◆ **Work instructions**: Search the listing below for the string "JSON" and copy every line where it occurs.

◆ **Supplied data**:

-----

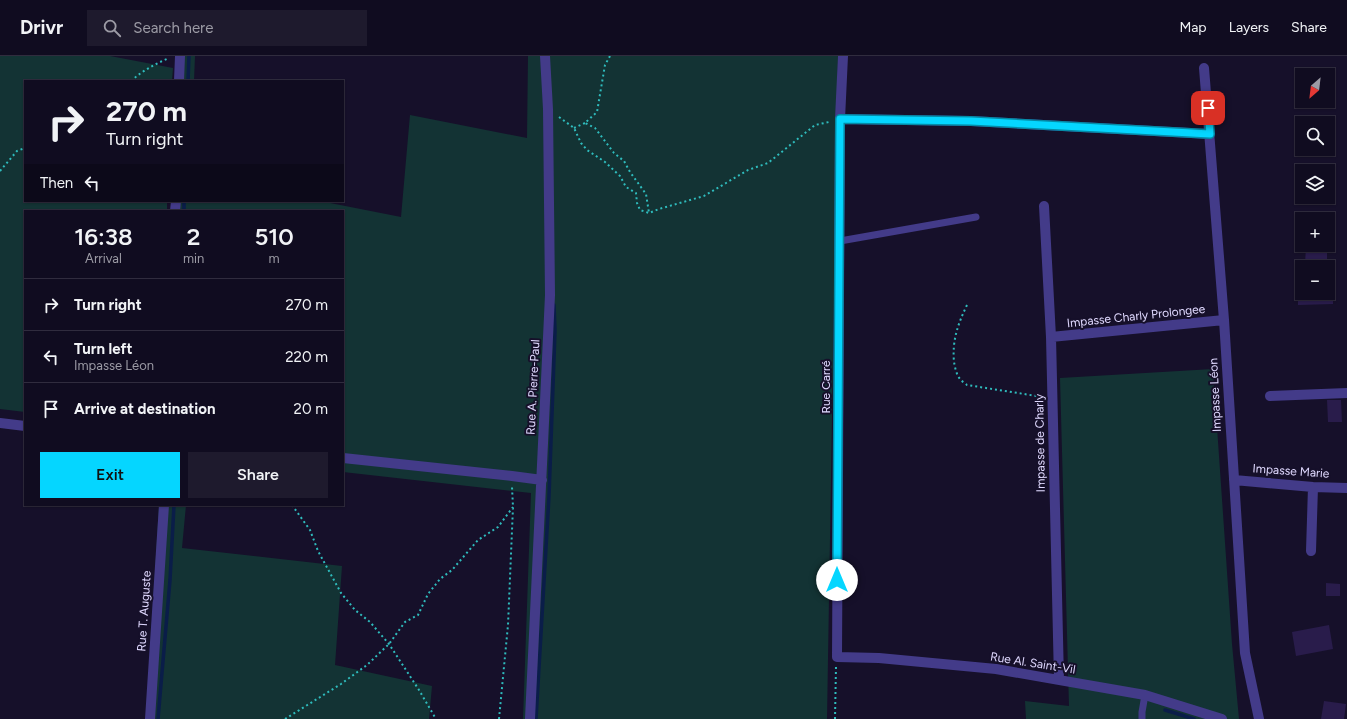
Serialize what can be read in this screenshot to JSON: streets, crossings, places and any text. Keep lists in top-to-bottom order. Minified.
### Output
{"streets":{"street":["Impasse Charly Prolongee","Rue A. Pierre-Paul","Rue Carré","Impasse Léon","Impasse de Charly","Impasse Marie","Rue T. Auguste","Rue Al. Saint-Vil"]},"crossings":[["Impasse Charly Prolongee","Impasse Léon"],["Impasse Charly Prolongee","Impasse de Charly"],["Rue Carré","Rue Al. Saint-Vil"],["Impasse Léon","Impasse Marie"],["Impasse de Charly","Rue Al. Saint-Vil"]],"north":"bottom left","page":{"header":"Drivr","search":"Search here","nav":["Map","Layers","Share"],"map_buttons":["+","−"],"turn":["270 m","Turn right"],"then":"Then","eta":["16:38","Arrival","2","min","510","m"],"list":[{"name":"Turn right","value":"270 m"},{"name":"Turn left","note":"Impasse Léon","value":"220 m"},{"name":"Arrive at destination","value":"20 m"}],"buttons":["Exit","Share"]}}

-----

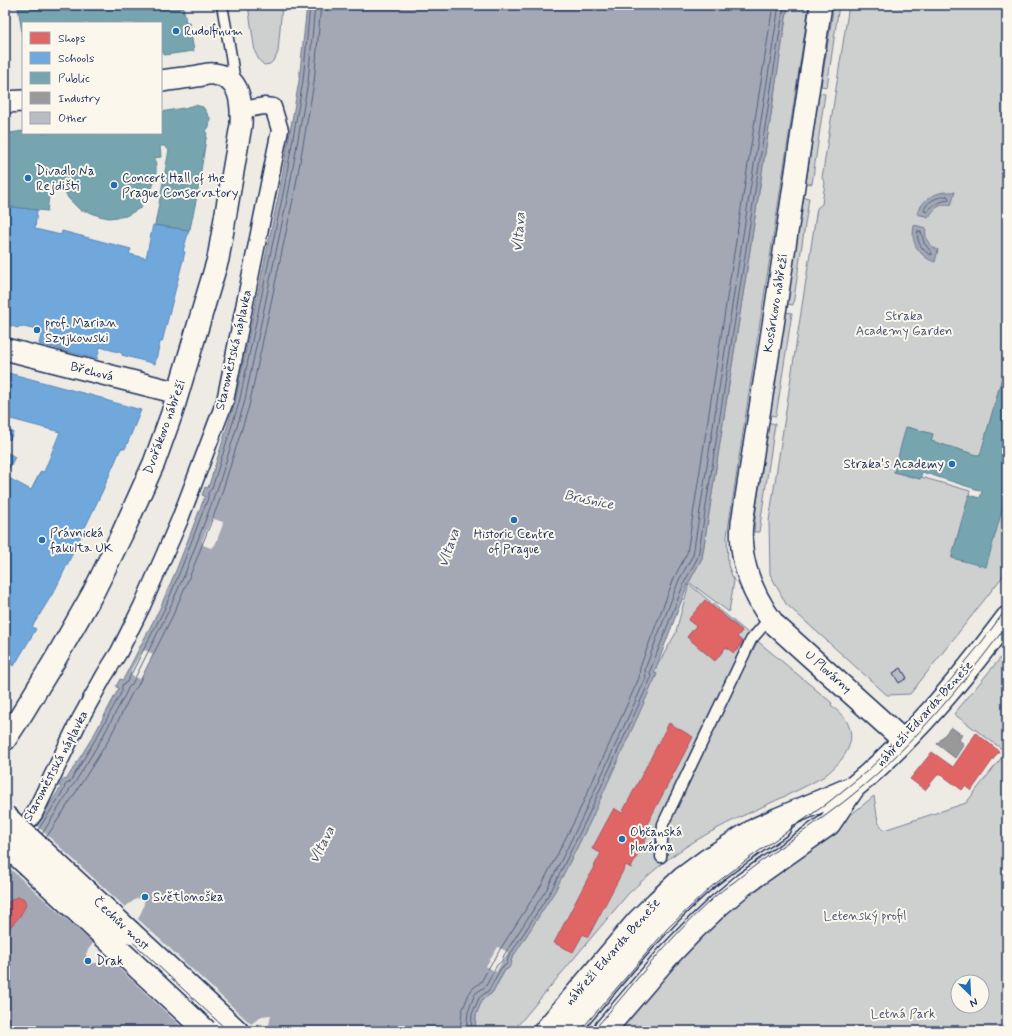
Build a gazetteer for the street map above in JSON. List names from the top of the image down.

-----

◆ **Result of this task**:
Serialize what can be read in this screenshot to JSON: streets, crossings, places and any text. Keep lists in top-to-bottom order. Minified.
Build a gazetteer for the street map above in JSON. List names from the top of the image down.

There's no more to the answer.